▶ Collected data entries

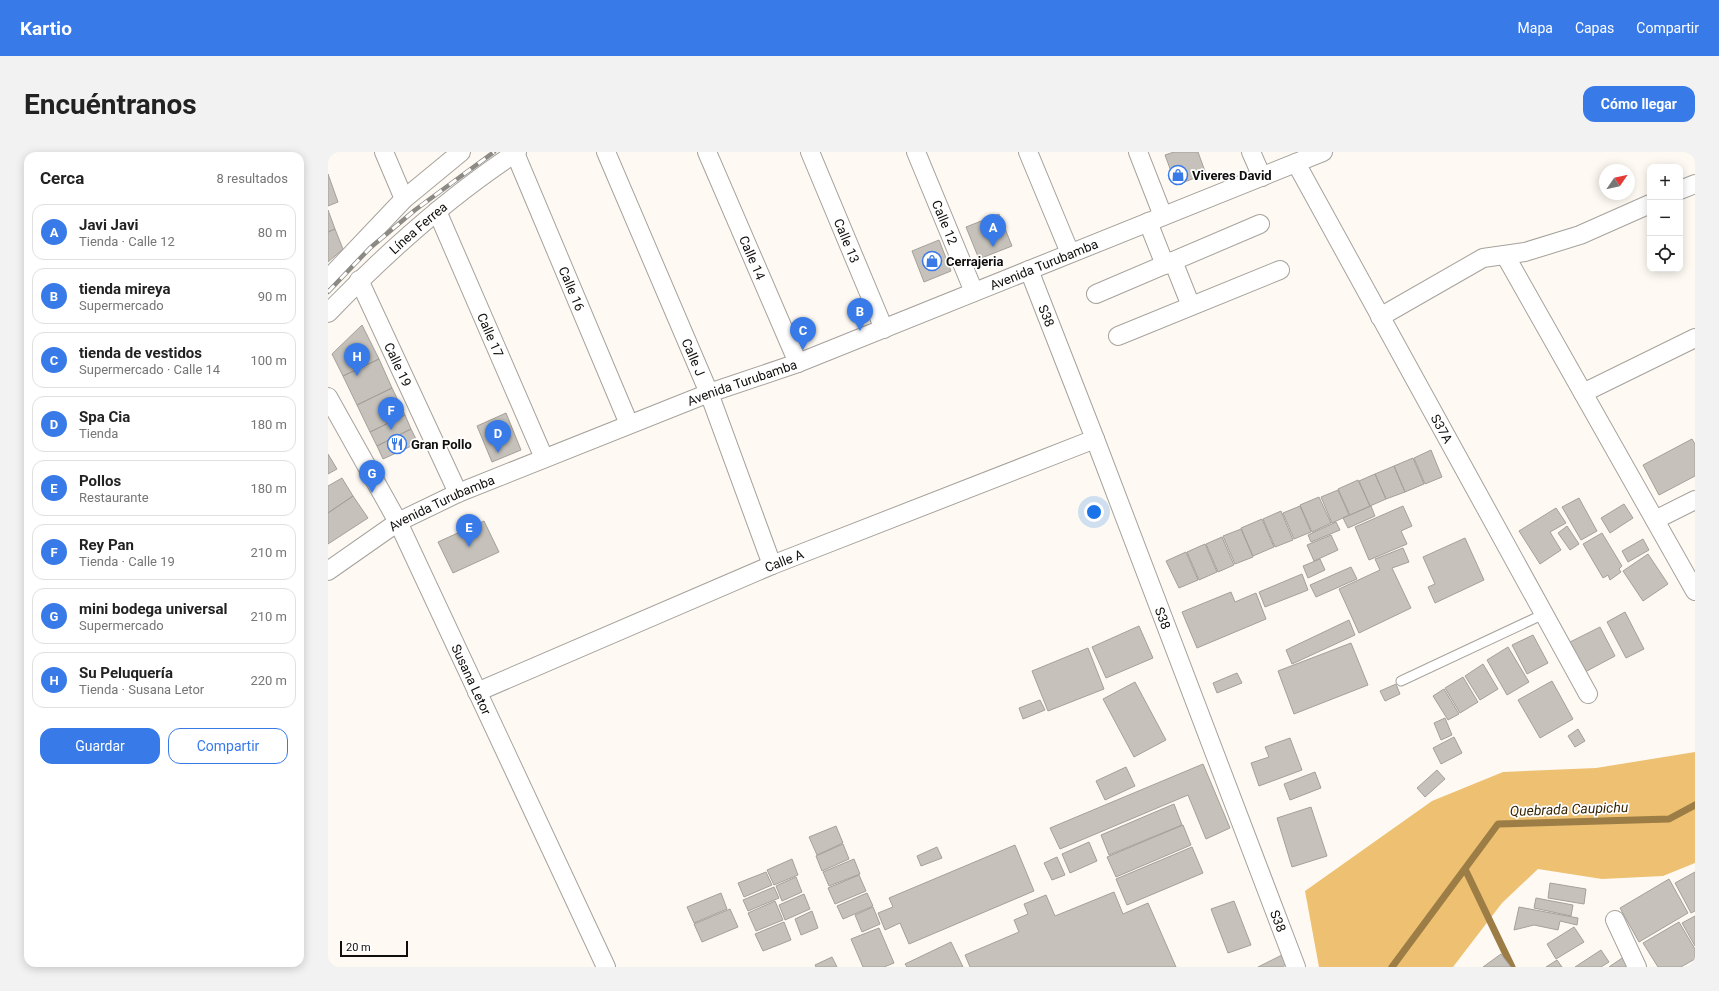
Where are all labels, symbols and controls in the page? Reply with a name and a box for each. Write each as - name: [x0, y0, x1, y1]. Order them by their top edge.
- text: Kartio: [20, 17, 72, 40]
- text: Mapa: [1518, 20, 1553, 36]
- text: Capas: [1575, 20, 1614, 36]
- text: Compartir: [1636, 20, 1699, 36]
- button: Cómo llegar: [1583, 86, 1695, 122]
- text: Encuéntranos: [24, 88, 197, 121]
- shop icon: Viveres David: [1167, 164, 1189, 186]
- north arrow: [1599, 164, 1635, 200]
- map controls: [1647, 164, 1683, 272]
- button: +: [1647, 164, 1683, 200]
- text: Cerca: [40, 168, 84, 188]
- place label: Viveres David: [1192, 168, 1272, 183]
- text: 8 resultados: [216, 171, 288, 186]
- street label: Calle 12: [929, 198, 960, 247]
- street label: Línea Ferrea: [386, 199, 450, 257]
- button: −: [1647, 200, 1683, 236]
- pin: A: [980, 214, 1006, 247]
- text: Javi Javi: [79, 216, 138, 234]
- street label: Calle 13: [831, 216, 862, 265]
- text: A: [50, 225, 58, 240]
- text: 80 m: [258, 225, 287, 240]
- street label: Calle 14: [736, 233, 768, 283]
- text: Tienda · Calle 12: [79, 234, 175, 249]
- street label: Avenida Turubamba: [988, 236, 1100, 293]
- button: locate: [1647, 236, 1683, 272]
- shop icon: Cerrajeria: [921, 250, 943, 272]
- place label: Cerrajeria: [946, 254, 1003, 269]
- street label: Calle 16: [556, 264, 587, 313]
- text: tienda mireya: [79, 280, 171, 298]
- text: B: [50, 289, 58, 304]
- text: 90 m: [258, 289, 287, 304]
- text: Supermercado: [79, 298, 164, 313]
- pin: B: [847, 298, 873, 331]
- street label: S38: [1035, 303, 1057, 329]
- street label: Calle 17: [474, 311, 506, 359]
- pin: C: [790, 317, 816, 350]
- street label: Calle J: [679, 336, 708, 378]
- street label: Calle 19: [381, 340, 414, 389]
- pin: H: [344, 343, 370, 376]
- text: tienda de vestidos: [79, 344, 202, 362]
- text: C: [50, 353, 58, 368]
- text: 100 m: [250, 353, 287, 368]
- street label: Avenida Turubamba: [685, 357, 799, 409]
- text: Supermercado · Calle 14: [79, 362, 220, 377]
- pin: F: [378, 397, 404, 430]
- text: Spa Cia: [79, 408, 130, 426]
- street label: S37A: [1428, 412, 1456, 446]
- text: D: [50, 417, 58, 432]
- text: 180 m: [250, 417, 287, 432]
- pin: D: [485, 420, 511, 453]
- text: Tienda: [79, 426, 118, 441]
- restaurant icon: Gran Pollo: [386, 433, 408, 455]
- place label: Gran Pollo: [411, 437, 472, 452]
- pin: G: [359, 460, 385, 493]
- text: Pollos: [79, 472, 121, 490]
- street label: Avenida Turubamba: [386, 472, 497, 534]
- text: E: [50, 481, 58, 496]
- text: 180 m: [250, 481, 287, 496]
- text: Restaurante: [79, 490, 149, 505]
- your location: [1084, 502, 1104, 522]
- pin: E: [456, 514, 482, 547]
- text: Rey Pan: [79, 536, 134, 554]
- text: F: [50, 545, 58, 560]
- text: 210 m: [250, 545, 287, 560]
- street label: Calle A: [762, 546, 806, 575]
- text: Tienda · Calle 19: [79, 554, 175, 569]
- text: mini bodega universal: [79, 600, 227, 618]
- street label: S38: [1152, 605, 1174, 631]
- text: G: [50, 609, 58, 624]
- text: 210 m: [250, 609, 287, 624]
- text: Supermercado: [79, 618, 164, 633]
- street label: Susana Letor: [448, 642, 494, 718]
- text: Su Peluquería: [79, 664, 173, 682]
- text: H: [49, 673, 59, 688]
- text: 220 m: [250, 673, 287, 688]
- text: Tienda · Susana Letor: [79, 682, 204, 697]
- button: Guardar: [40, 728, 160, 764]
- button: Compartir: [168, 728, 288, 764]
- water label: Quebrada Caupichu: [1509, 799, 1629, 819]
- street label: S38: [1267, 908, 1289, 934]
- scale bar: [340, 939, 408, 958]
- text: 20 m: [346, 941, 371, 954]

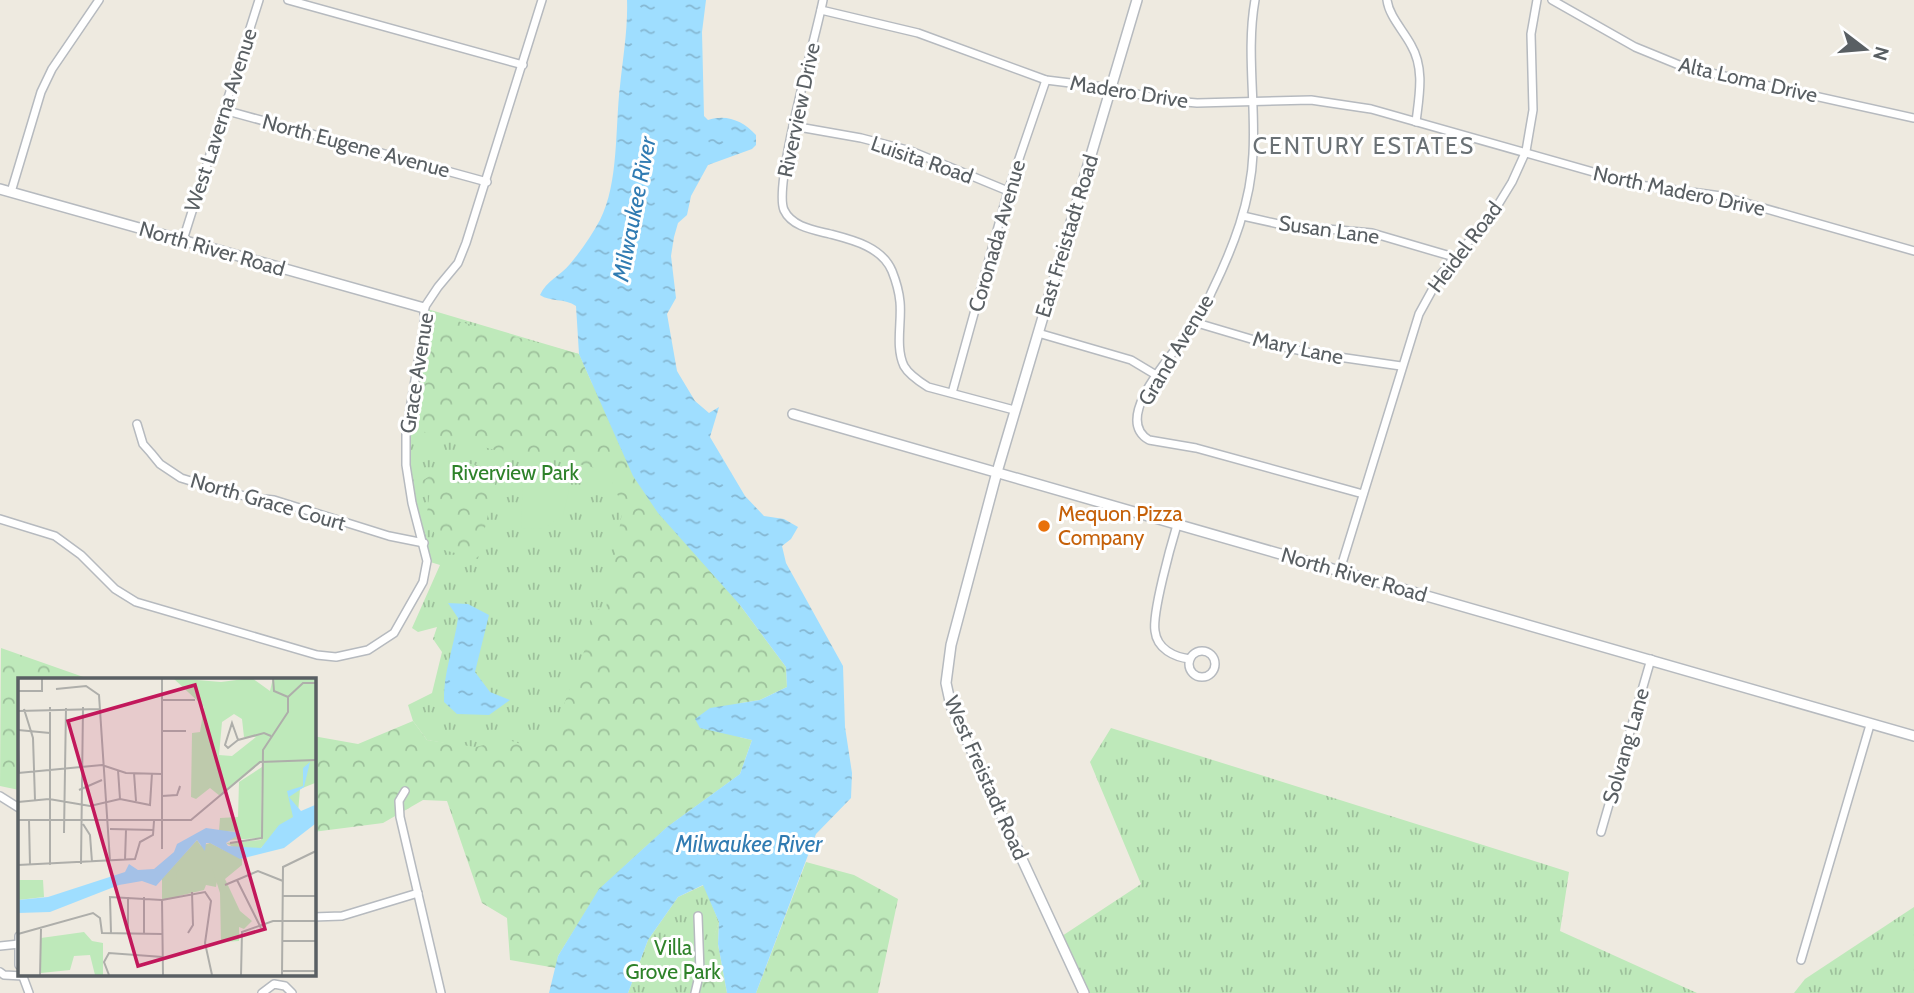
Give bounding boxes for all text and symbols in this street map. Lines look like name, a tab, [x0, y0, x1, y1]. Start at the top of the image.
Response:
north arrow	[1830, 14, 1900, 84]
street label: West Laverna Avenue	[179, 25, 262, 215]
street label: Riverview Drive	[772, 40, 825, 180]
text: N	[1868, 44, 1894, 63]
street label: Alta Loma Drive	[1676, 51, 1820, 108]
street label: Madero Drive	[1068, 70, 1190, 113]
street label: North Eugene Avenue	[260, 108, 453, 183]
street label: Luisita Road	[868, 130, 977, 189]
district label: CENTURY ESTATES	[1253, 132, 1475, 160]
water label: Milwaukee River	[606, 134, 662, 285]
street label: East Freistadt Road	[1030, 152, 1103, 320]
street label: Coronada Avenue	[963, 157, 1030, 315]
street label: North Madero Drive	[1591, 160, 1768, 221]
street label: Heidel Road	[1422, 196, 1507, 297]
street label: Susan Lane	[1277, 210, 1381, 249]
street label: North River Road	[136, 216, 288, 281]
street label: Grand Avenue	[1133, 289, 1219, 410]
street label: Grace Avenue	[395, 310, 438, 435]
street label: Mary Lane	[1250, 326, 1346, 369]
park label: Riverview Park	[451, 460, 580, 485]
street label: North Grace Court	[188, 467, 349, 536]
place label: Mequon Pizza Company	[1058, 501, 1182, 550]
marker: Mequon Pizza Company	[1036, 518, 1052, 534]
street label: North River Road	[1278, 542, 1430, 607]
inset map	[18, 678, 315, 976]
street label: Solvang Lane	[1597, 685, 1654, 806]
street label: West Freistadt Road	[939, 692, 1034, 864]
water label: Milwaukee River	[675, 830, 823, 858]
park label: Villa Grove Park	[625, 935, 721, 984]

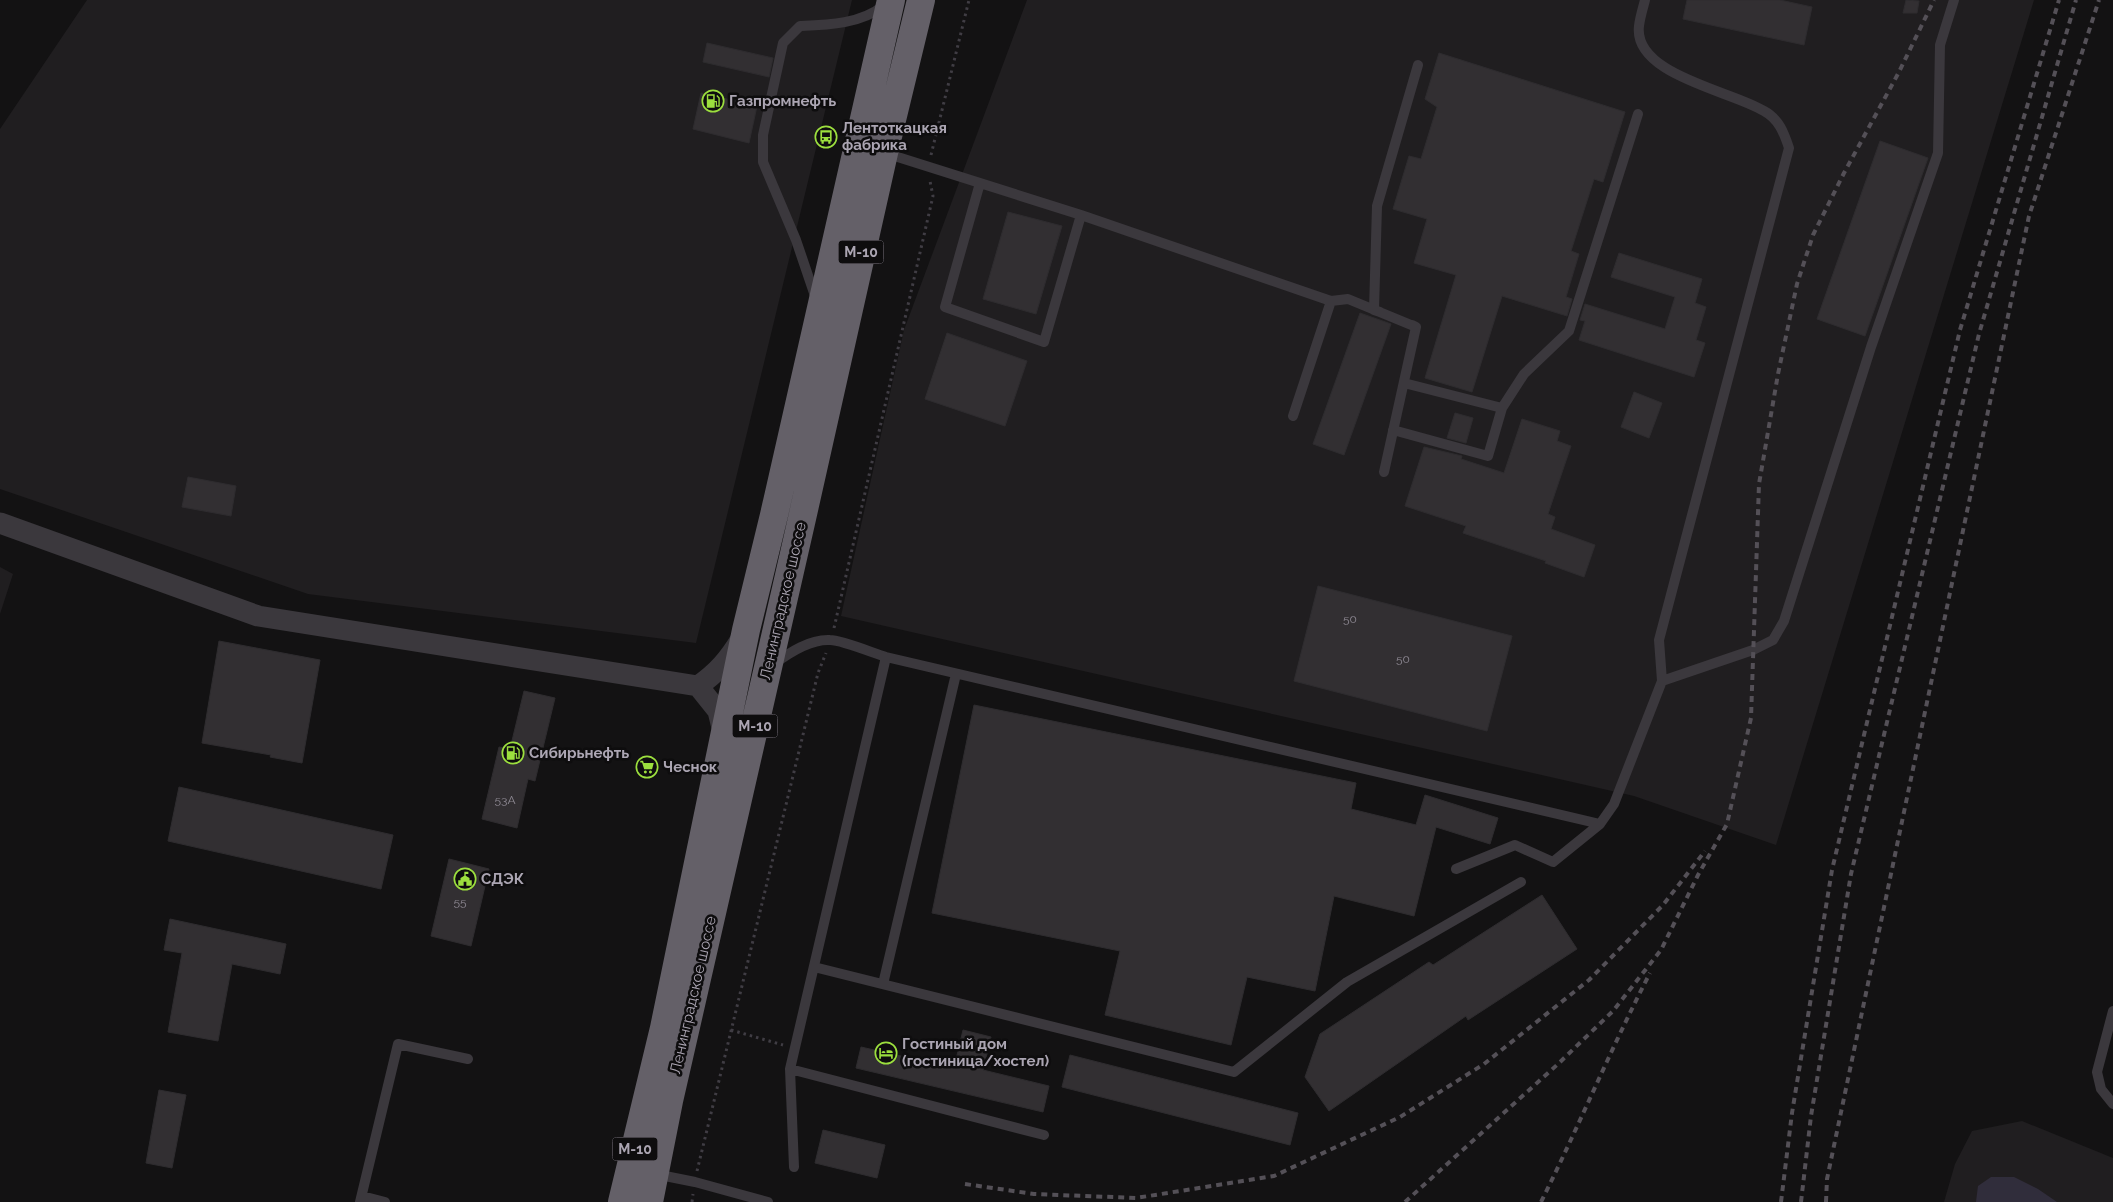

▶ EXERCISE
The expected output is the full data above, reproduced exactly with no images.

▶ TASK OUTPUT
Where are all labels, symbols and controls in the page? Reply with a name and a box for each. Write each as - name: [x0, y0, x1, y1]. Order them by their top edge.
- text: Kartio: [20, 17, 72, 40]
- text: Mapa: [1518, 20, 1553, 36]
- text: Capas: [1575, 20, 1614, 36]
- text: Compartir: [1636, 20, 1699, 36]
- button: Cómo llegar: [1583, 86, 1695, 122]
- text: Encuéntranos: [24, 88, 197, 121]
- shop icon: Viveres David: [1167, 164, 1189, 186]
- north arrow: [1599, 164, 1635, 200]
- map controls: [1647, 164, 1683, 272]
- button: +: [1647, 164, 1683, 200]
- text: Cerca: [40, 168, 84, 188]
- place label: Viveres David: [1192, 168, 1272, 183]
- text: 8 resultados: [216, 171, 288, 186]
- street label: Calle 12: [929, 198, 960, 247]
- street label: Línea Ferrea: [386, 199, 450, 257]
- button: −: [1647, 200, 1683, 236]
- pin: A: [980, 214, 1006, 247]
- text: Javi Javi: [79, 216, 138, 234]
- street label: Calle 13: [831, 216, 862, 265]
- text: A: [50, 225, 58, 240]
- text: 80 m: [258, 225, 287, 240]
- street label: Calle 14: [736, 233, 768, 283]
- text: Tienda · Calle 12: [79, 234, 175, 249]
- street label: Avenida Turubamba: [988, 236, 1100, 293]
- button: locate: [1647, 236, 1683, 272]
- shop icon: Cerrajeria: [921, 250, 943, 272]
- place label: Cerrajeria: [946, 254, 1003, 269]
- street label: Calle 16: [556, 264, 587, 313]
- text: tienda mireya: [79, 280, 171, 298]
- text: B: [50, 289, 58, 304]
- text: 90 m: [258, 289, 287, 304]
- text: Supermercado: [79, 298, 164, 313]
- pin: B: [847, 298, 873, 331]
- street label: S38: [1035, 303, 1057, 329]
- street label: Calle 17: [474, 311, 506, 359]
- pin: C: [790, 317, 816, 350]
- street label: Calle J: [679, 336, 708, 378]
- street label: Calle 19: [381, 340, 414, 389]
- pin: H: [344, 343, 370, 376]
- text: tienda de vestidos: [79, 344, 202, 362]
- text: C: [50, 353, 58, 368]
- text: 100 m: [250, 353, 287, 368]
- street label: Avenida Turubamba: [685, 357, 799, 409]
- text: Supermercado · Calle 14: [79, 362, 220, 377]
- pin: F: [378, 397, 404, 430]
- text: Spa Cia: [79, 408, 130, 426]
- street label: S37A: [1428, 412, 1456, 446]
- text: D: [50, 417, 58, 432]
- text: 180 m: [250, 417, 287, 432]
- pin: D: [485, 420, 511, 453]
- text: Tienda: [79, 426, 118, 441]
- restaurant icon: Gran Pollo: [386, 433, 408, 455]
- place label: Gran Pollo: [411, 437, 472, 452]
- pin: G: [359, 460, 385, 493]
- text: Pollos: [79, 472, 121, 490]
- street label: Avenida Turubamba: [386, 472, 497, 534]
- text: E: [50, 481, 58, 496]
- text: 180 m: [250, 481, 287, 496]
- text: Restaurante: [79, 490, 149, 505]
- your location: [1084, 502, 1104, 522]
- pin: E: [456, 514, 482, 547]
- text: Rey Pan: [79, 536, 134, 554]
- text: F: [50, 545, 58, 560]
- text: 210 m: [250, 545, 287, 560]
- street label: Calle A: [762, 546, 806, 575]
- text: Tienda · Calle 19: [79, 554, 175, 569]
- text: mini bodega universal: [79, 600, 227, 618]
- street label: S38: [1152, 605, 1174, 631]
- text: G: [50, 609, 58, 624]
- text: 210 m: [250, 609, 287, 624]
- text: Supermercado: [79, 618, 164, 633]
- street label: Susana Letor: [448, 642, 494, 718]
- text: Su Peluquería: [79, 664, 173, 682]
- text: H: [49, 673, 59, 688]
- text: 220 m: [250, 673, 287, 688]
- text: Tienda · Susana Letor: [79, 682, 204, 697]
- button: Guardar: [40, 728, 160, 764]
- button: Compartir: [168, 728, 288, 764]
- water label: Quebrada Caupichu: [1509, 799, 1629, 819]
- street label: S38: [1267, 908, 1289, 934]
- scale bar: [340, 939, 408, 958]
- text: 20 m: [346, 941, 371, 954]

Give bounding boxes for all text and symbols in this street map. Lines look like name, a tab, [x0, y0, x1, y1]. Start at the top of the image.
Response:
north arrow	[1830, 14, 1900, 84]
street label: West Laverna Avenue	[179, 25, 262, 215]
street label: Riverview Drive	[772, 40, 825, 180]
text: N	[1868, 44, 1894, 63]
street label: Alta Loma Drive	[1676, 51, 1820, 108]
street label: Madero Drive	[1068, 70, 1190, 113]
street label: North Eugene Avenue	[260, 108, 453, 183]
street label: Luisita Road	[868, 130, 977, 189]
district label: CENTURY ESTATES	[1253, 132, 1475, 160]
water label: Milwaukee River	[606, 134, 662, 285]
street label: East Freistadt Road	[1030, 152, 1103, 320]
street label: Coronada Avenue	[963, 157, 1030, 315]
street label: North Madero Drive	[1591, 160, 1768, 221]
street label: Heidel Road	[1422, 196, 1507, 297]
street label: Susan Lane	[1277, 210, 1381, 249]
street label: North River Road	[136, 216, 288, 281]
street label: Grand Avenue	[1133, 289, 1219, 410]
street label: Grace Avenue	[395, 310, 438, 435]
street label: Mary Lane	[1250, 326, 1346, 369]
park label: Riverview Park	[451, 460, 580, 485]
street label: North Grace Court	[188, 467, 349, 536]
place label: Mequon Pizza Company	[1058, 501, 1182, 550]
marker: Mequon Pizza Company	[1036, 518, 1052, 534]
street label: North River Road	[1278, 542, 1430, 607]
inset map	[18, 678, 315, 976]
street label: Solvang Lane	[1597, 685, 1654, 806]
street label: West Freistadt Road	[939, 692, 1034, 864]
water label: Milwaukee River	[675, 830, 823, 858]
park label: Villa Grove Park	[625, 935, 721, 984]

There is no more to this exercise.